(Data entries)
※

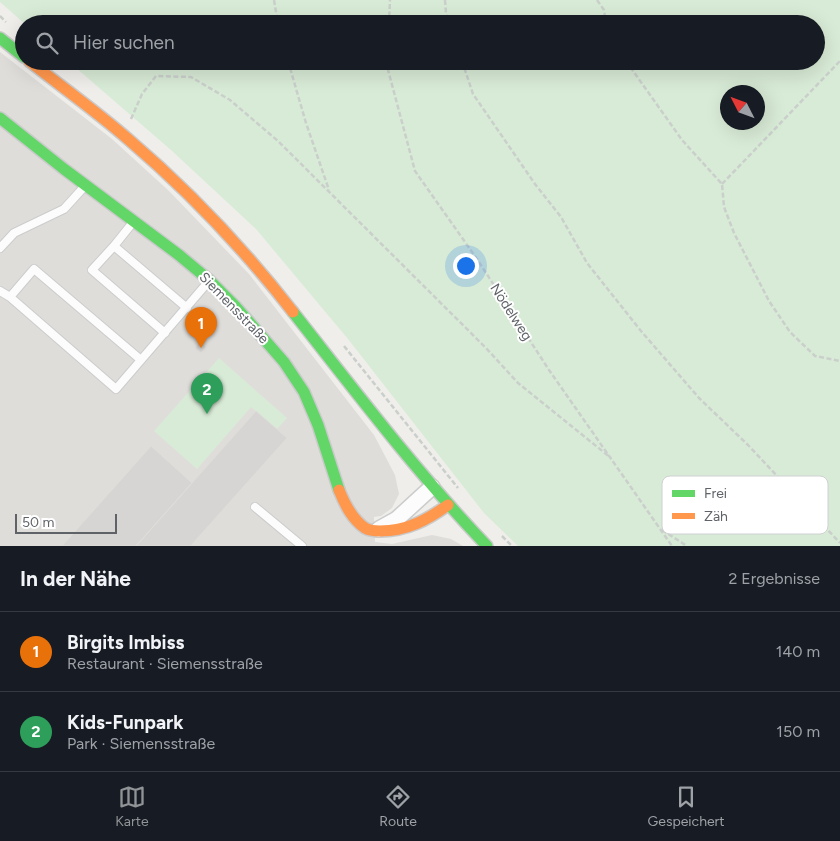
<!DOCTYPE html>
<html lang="de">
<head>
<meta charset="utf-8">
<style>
  :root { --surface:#171b24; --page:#20242c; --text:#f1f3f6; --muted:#9ea1a6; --line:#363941; --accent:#919496 }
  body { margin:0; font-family:Figtree,sans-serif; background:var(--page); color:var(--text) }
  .compass { position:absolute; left:720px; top:85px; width:45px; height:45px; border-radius:50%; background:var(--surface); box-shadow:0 5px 20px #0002; rotate:312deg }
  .scale { position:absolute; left:15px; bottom:12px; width:102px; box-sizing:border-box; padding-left:5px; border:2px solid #5f6368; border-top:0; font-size:14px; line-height:18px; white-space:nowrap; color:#5f6368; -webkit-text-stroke:4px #fff; paint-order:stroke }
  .you { position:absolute; left:465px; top:265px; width:18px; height:18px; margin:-12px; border:4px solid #fff; border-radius:50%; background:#1a73e8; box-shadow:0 0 0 8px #1a73e833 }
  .badge { display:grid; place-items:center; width:32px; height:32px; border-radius:50%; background:var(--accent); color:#fff; font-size:16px; font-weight:700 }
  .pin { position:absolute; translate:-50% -41px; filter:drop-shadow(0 1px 2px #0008) }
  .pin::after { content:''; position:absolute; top:26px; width:18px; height:15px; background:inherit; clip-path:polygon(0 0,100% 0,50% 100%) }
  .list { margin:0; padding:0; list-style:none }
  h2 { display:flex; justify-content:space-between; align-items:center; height:65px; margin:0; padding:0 20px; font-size:21px }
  h2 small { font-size:16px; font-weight:400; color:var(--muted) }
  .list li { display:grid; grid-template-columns:32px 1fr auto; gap:15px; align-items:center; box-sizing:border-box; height:80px; padding:0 20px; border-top:1px solid var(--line) }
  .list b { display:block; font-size:19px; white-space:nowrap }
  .list p { margin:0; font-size:16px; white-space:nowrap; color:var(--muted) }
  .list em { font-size:16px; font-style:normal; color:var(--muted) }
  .icon { flex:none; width:28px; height:28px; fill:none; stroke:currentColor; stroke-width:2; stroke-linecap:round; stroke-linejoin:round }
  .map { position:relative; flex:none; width:840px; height:546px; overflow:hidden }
  .search { position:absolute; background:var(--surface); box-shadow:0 5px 20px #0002; left:15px; right:15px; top:15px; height:55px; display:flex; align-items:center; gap:12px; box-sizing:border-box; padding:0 18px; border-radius:28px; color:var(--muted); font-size:19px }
  .sheet { height:225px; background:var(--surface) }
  nav { display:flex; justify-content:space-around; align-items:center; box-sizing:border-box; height:70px; border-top:1px solid var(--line); background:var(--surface); font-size:14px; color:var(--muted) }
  nav a { display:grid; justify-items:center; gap:2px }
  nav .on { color:var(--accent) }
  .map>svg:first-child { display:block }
  .industrial { fill:#dfddda }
  .green { fill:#d8ebd6; fill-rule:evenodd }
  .building { fill:#d6d5d3; stroke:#deddd9 }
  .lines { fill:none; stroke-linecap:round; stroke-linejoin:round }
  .lane-casing { stroke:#cbcccc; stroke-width:10 }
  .street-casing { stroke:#cbcccc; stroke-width:18 }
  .fast-casing { stroke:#cacacb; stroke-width:14 }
  .slow-casing { stroke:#cacacb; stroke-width:14 }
  .path { stroke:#cacfcc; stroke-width:2.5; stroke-dasharray:5 2.5; stroke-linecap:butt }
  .lane { stroke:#fdfcfc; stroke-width:8 }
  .street { stroke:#fdfcfc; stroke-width:15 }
  .fast { stroke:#63d668; stroke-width:11 }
  .slow { stroke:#ff974d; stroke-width:11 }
  .labels { text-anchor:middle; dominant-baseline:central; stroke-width:4; stroke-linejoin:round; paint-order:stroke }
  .street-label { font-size:14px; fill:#5f6368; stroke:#fff }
  .key { fill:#fff; stroke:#cfd0d2; stroke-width:1 }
  .key-label { font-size:14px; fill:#5f6368 }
</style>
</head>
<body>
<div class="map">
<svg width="840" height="546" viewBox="0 0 840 546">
  <rect width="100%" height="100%" fill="#efeeea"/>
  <path class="industrial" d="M 0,52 L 112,139 L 169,191 L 249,274 L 374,435 L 395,475 L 399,494 L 392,508 L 381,516 L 374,517 L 375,542 L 392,544 L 432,535 L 451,539 L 463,546 L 0,546 Z"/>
  <path class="green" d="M 0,0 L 840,0 L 840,546 L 518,546 L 484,513 L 348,339 L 256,229 L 171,150 L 68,61 L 816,61 L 816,24 L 25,24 L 0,2 ZM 728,92 L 758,92 L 758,122 L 728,122 Z
    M 219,358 L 287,418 L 277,429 L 251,407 L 197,469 L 154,431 Z"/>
  <path class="building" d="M 200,341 L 206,347 L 201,353 L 195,348 Z
    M 256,411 L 287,438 L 195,541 L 191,546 L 136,546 Z
    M 151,446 L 192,483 L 136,546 L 62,546 Z"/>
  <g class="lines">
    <g class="lane-casing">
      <path id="lane" d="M 134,221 L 114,246 L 187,308
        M 114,246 L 92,270 L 165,333
        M 0,248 L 14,233 L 64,209 L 84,187
        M 0,291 L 10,297 L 116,389 L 209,281
        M 10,297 L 34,269 L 141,360
        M 255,507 L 302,546"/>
    </g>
    <g class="street-casing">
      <path id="street" d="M 379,529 L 397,519 L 432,487"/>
    </g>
    <g class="fast-casing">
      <path id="fast" d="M 0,38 L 24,57
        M 0,118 L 64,169 L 179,255 L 209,280 L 236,307 L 284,362 L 304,392 L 318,425 L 339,490
        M 293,312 C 356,392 417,473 487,546"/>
    </g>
    <g class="slow-casing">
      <path id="slow" d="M 29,61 C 62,87 96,111 128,139 C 189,191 244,249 293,312
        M 339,490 C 345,505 352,519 365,528 C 370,531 375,531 380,531 C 407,531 427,520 448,505"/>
    </g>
    <path class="path" d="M 274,0 L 278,24
      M 445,0 L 446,13 L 449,24
      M 597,0 L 604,10 L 606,24
      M 0,16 L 6,22
      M 389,24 L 390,0
      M 288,61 L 306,123 L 329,190
      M 387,61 L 387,66 L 415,171 L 477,259 L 549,370 L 672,546
      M 462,61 L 473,94 L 535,184 L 561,217 L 587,263 L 641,331 L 699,398 L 748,445 L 840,543
      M 626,61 L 682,140 L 722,184 L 724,207 L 734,233 L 769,301 L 790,332 L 815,356 L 840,361
      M 131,119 L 142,94 L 156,76 L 191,77 L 230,100 L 278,141 L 486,348 L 518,383 L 611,458
      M 722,184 L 840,61
      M 344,346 L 458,488
      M 662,530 L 687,546
      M 502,536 L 512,546"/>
    <use href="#lane" class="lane"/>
    <use href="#street" class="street"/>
    <use href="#fast" class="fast"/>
    <use href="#slow" class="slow"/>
  </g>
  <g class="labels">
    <g class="street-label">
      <text transform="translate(234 308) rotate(46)">Siemensstraße</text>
      <text transform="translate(511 312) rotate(57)">Nödelweg</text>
    </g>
  </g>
  <rect x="662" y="476" width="166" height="58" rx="8" class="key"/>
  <rect x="672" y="490" width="23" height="7" fill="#63d668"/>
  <rect x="672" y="513" width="23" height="6" fill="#ff974d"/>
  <g class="key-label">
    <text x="704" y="498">Frei</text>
    <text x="704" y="521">Zäh</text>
  </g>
</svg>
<svg class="compass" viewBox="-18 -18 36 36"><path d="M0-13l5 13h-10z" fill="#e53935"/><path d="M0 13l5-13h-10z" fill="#9ea1a6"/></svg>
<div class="scale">50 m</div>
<div class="you"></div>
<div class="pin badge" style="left:201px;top:348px;background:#e8710a">1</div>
<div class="pin badge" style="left:207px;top:414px;background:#2e9e5b">2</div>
<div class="search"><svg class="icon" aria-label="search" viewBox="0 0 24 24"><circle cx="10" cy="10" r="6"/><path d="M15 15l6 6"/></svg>Hier suchen</div>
</div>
<section class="sheet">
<h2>In der Nähe<small>2 Ergebnisse</small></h2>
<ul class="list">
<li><span class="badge" style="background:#e8710a">1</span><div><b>Birgits Imbiss</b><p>Restaurant · Siemensstraße</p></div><em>140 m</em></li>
<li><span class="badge" style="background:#2e9e5b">2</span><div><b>Kids-Funpark</b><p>Park · Siemensstraße</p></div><em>150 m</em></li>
</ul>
</section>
<nav>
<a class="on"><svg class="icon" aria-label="map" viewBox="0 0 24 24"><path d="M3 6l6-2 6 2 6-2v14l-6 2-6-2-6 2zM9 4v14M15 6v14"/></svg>Karte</a>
<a><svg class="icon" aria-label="directions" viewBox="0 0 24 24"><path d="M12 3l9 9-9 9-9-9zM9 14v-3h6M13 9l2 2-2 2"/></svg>Route</a>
<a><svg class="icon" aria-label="saved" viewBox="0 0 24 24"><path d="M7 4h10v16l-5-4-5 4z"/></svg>Gespeichert</a>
</nav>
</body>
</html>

※

- _Problem to solve_: Whenever the string "lines" turns up in a line above, copy that line out.

- _Your response_:
  .lines { fill:none; stroke-linecap:round; stroke-linejoin:round }
  <g class="lines">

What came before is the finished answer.